As shown in Table. 3, the text feature recomposition resulted in a significant improvement in performance since it treats all placental features equally to reduce the feature suppression problem. Moreover, applying distributional feature recomposition further improved performance, indicating that using a distribution to represent a set produces a more robust representation than a simple sum. Additionally, even the efficient version of our approach outperformed the performance version that was trained using the traditional VLC method. These improvements demonstrate the effectiveness of the proposed methods across different model architectures. However, we observed that the additional improvement from the distributional method was relatively small compared to that from the recomposition method. This may be due to the fact that the feature suppression problem is more prevalent than the misleading representation problem, or that the improvements may not be linearly proportional to the effectiveness–it may be more challenging to improve a better-performing model.

Table 3.

Mean AUC-ROC scores over placenta analysis tasks on the primary dataset. The mean and 95% CI of five random splits. +Recomposition means the use of Pathology Report Feature Recomposition over the baseline, ~+Distributional stands for the further adoption of the Distributional Feature Recomposition. Improvements are in green. The abbreviations follow Table. 1.

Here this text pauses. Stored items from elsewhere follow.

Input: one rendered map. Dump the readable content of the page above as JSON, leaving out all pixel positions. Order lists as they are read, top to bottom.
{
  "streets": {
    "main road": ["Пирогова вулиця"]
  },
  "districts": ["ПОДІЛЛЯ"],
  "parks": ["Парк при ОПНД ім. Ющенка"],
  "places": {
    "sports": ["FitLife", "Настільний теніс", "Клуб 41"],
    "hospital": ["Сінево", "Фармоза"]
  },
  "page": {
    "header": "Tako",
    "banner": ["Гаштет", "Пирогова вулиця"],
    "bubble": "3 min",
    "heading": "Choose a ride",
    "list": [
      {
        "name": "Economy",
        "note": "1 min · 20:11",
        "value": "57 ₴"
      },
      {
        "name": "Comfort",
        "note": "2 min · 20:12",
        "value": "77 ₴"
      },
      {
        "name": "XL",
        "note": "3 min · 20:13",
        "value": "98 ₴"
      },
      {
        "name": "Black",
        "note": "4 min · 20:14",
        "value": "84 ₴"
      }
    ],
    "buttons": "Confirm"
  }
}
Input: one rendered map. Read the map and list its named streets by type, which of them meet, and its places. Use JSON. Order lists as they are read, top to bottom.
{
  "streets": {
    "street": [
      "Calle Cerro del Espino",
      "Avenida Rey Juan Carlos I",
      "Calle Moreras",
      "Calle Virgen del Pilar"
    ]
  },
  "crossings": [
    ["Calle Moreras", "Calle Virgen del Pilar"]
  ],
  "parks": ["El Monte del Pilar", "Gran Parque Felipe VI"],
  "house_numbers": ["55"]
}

	Mecon.	FIR	MIR	H. Chorio.	Sepsis	Mean
Baseline (ConVIRT)	77.5±2.7	76.5±2.6	69.2±2.8	68.0±2.5	89.2±3.6	76.1
+ Recomposition	80.8±1.9	80.2±3.1	74.6±1.8	71.8±3.2	92.0±1.4	79.9+3.8
~ + Distributional	81.3±2.3	81.3±3.0	75.0±1.6	72.3±2.6	92.0±0.9	80.4+4.3

5. Conclusions and Future Work

We presented a novel automatic placenta analysis framework that achieves improved performance and efficiency. Additionally, our framework can accommodate architectures of different sizes, resulting in better-performing models that are faster and smaller, thereby enabling a wider range of applications. The framework demonstrated clear performance advantages over previous work without requiring additional data, while significantly reducing the model size and computational cost. These improvements have the potential to promote the clinical deployment of automated placenta analysis, which is particularly beneficial for resource-constrained communities.

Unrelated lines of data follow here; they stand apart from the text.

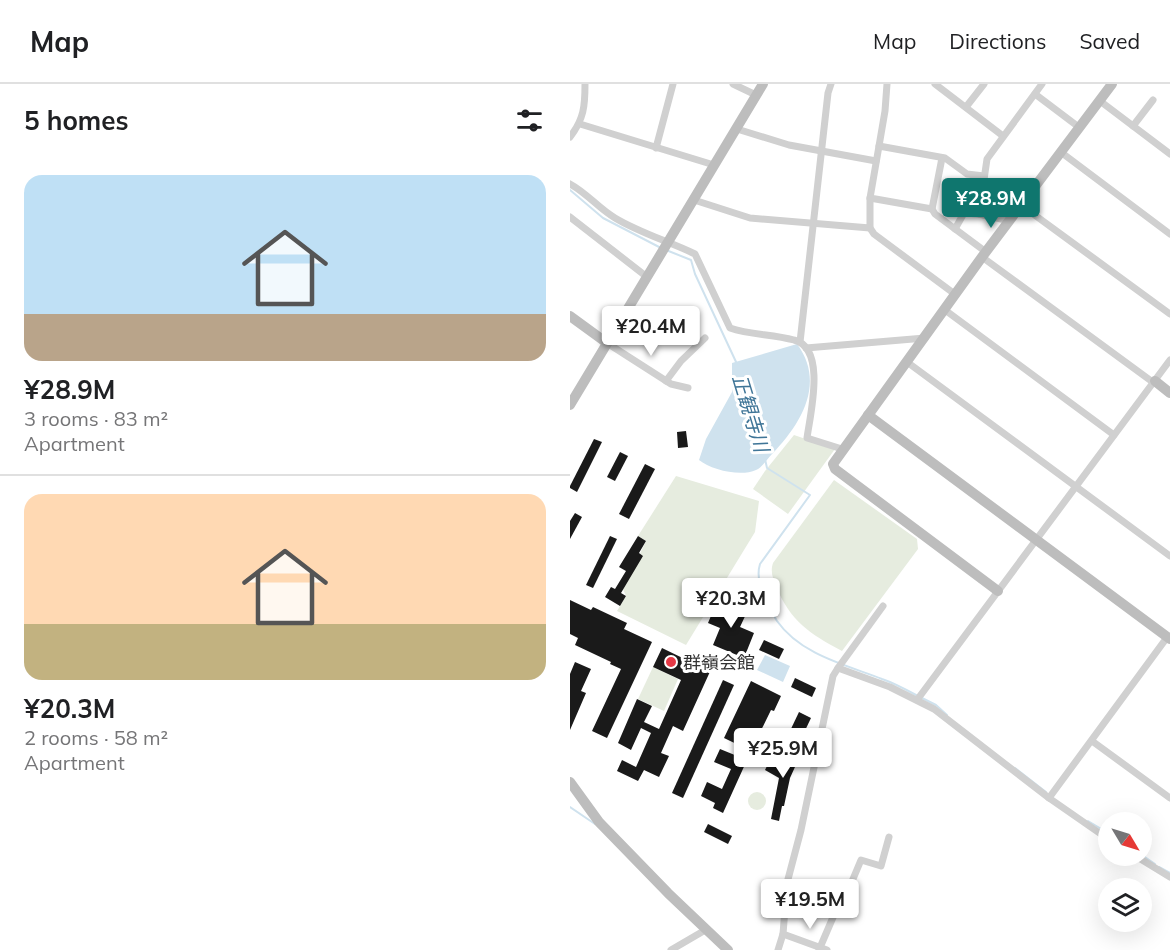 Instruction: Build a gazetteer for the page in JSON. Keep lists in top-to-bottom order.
{
  "water": ["正観寺川"],
  "places": ["群嶺会館"],
  "north": "bottom right",
  "page": {
    "header": "Map",
    "nav": ["Map", "Directions", "Saved"],
    "heading": "5 homes",
    "list": [
      {
        "name": "¥28.9M",
        "note": "3 rooms · 83 m² · Apartment"
      },
      {
        "name": "¥20.3M",
        "note": "2 rooms · 58 m² · Apartment"
      }
    ],
    "price": [
      "¥28.9M",
      "¥20.4M",
      "¥20.3M",
      "¥25.9M",
      "¥19.5M"
    ]
  }
} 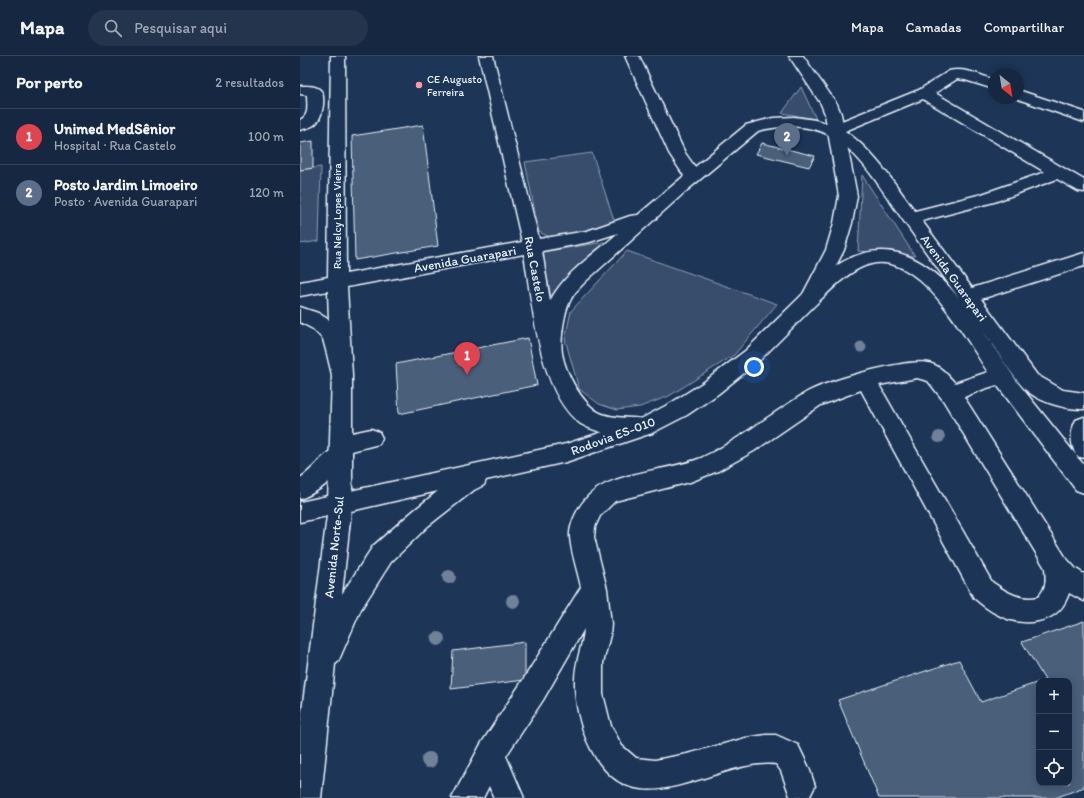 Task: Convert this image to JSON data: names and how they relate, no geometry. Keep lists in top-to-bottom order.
{
  "streets": {
    "street": [
      "Rua Nelcy Lopes Vieira",
      "Avenida Guarapari",
      "Rua Castelo",
      "Rodovia ES-010",
      "Avenida Norte-Sul"
    ]
  },
  "crossings": [
    ["Rua Nelcy Lopes Vieira", "Avenida Guarapari"],
    ["Rua Nelcy Lopes Vieira", "Avenida Norte-Sul"],
    ["Avenida Guarapari", "Rua Castelo"],
    ["Avenida Guarapari", "Rodovia ES-010"],
    ["Rua Castelo", "Rodovia ES-010"],
    ["Rodovia ES-010", "Avenida Norte-Sul"]
  ],
  "places": ["CE Augusto Ferreira"],
  "north": "bottom right",
  "page": {
    "header": "Mapa",
    "search": "Pesquisar aqui",
    "nav": ["Mapa", "Camadas", "Compartilhar"],
    "heading": ["Por perto", "2 resultados"],
    "list": [
      {
        "mark": "1",
        "name": "Unimed MedSênior",
        "note": "Hospital · Rua Castelo",
        "value": "100 m"
      },
      {
        "mark": "2",
        "name": "Posto Jardim Limoeiro",
        "note": "Posto · Avenida Guarapari",
        "value": "120 m"
      }
    ],
    "pins": ["2", "1"],
    "map_buttons": ["+", "−"]
  }
}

Nonetheless, we acknowledge the large variance and performance drop when evaluating the iPad images. Hence, further research is required to enhance the model’s robustness, and a larger external validation dataset is essential. Moreover, the performance of the image encoder is heavily reliant on the pre-trained language model, and our framework does not support online training of the language model. We aim to address these limitations in our future work.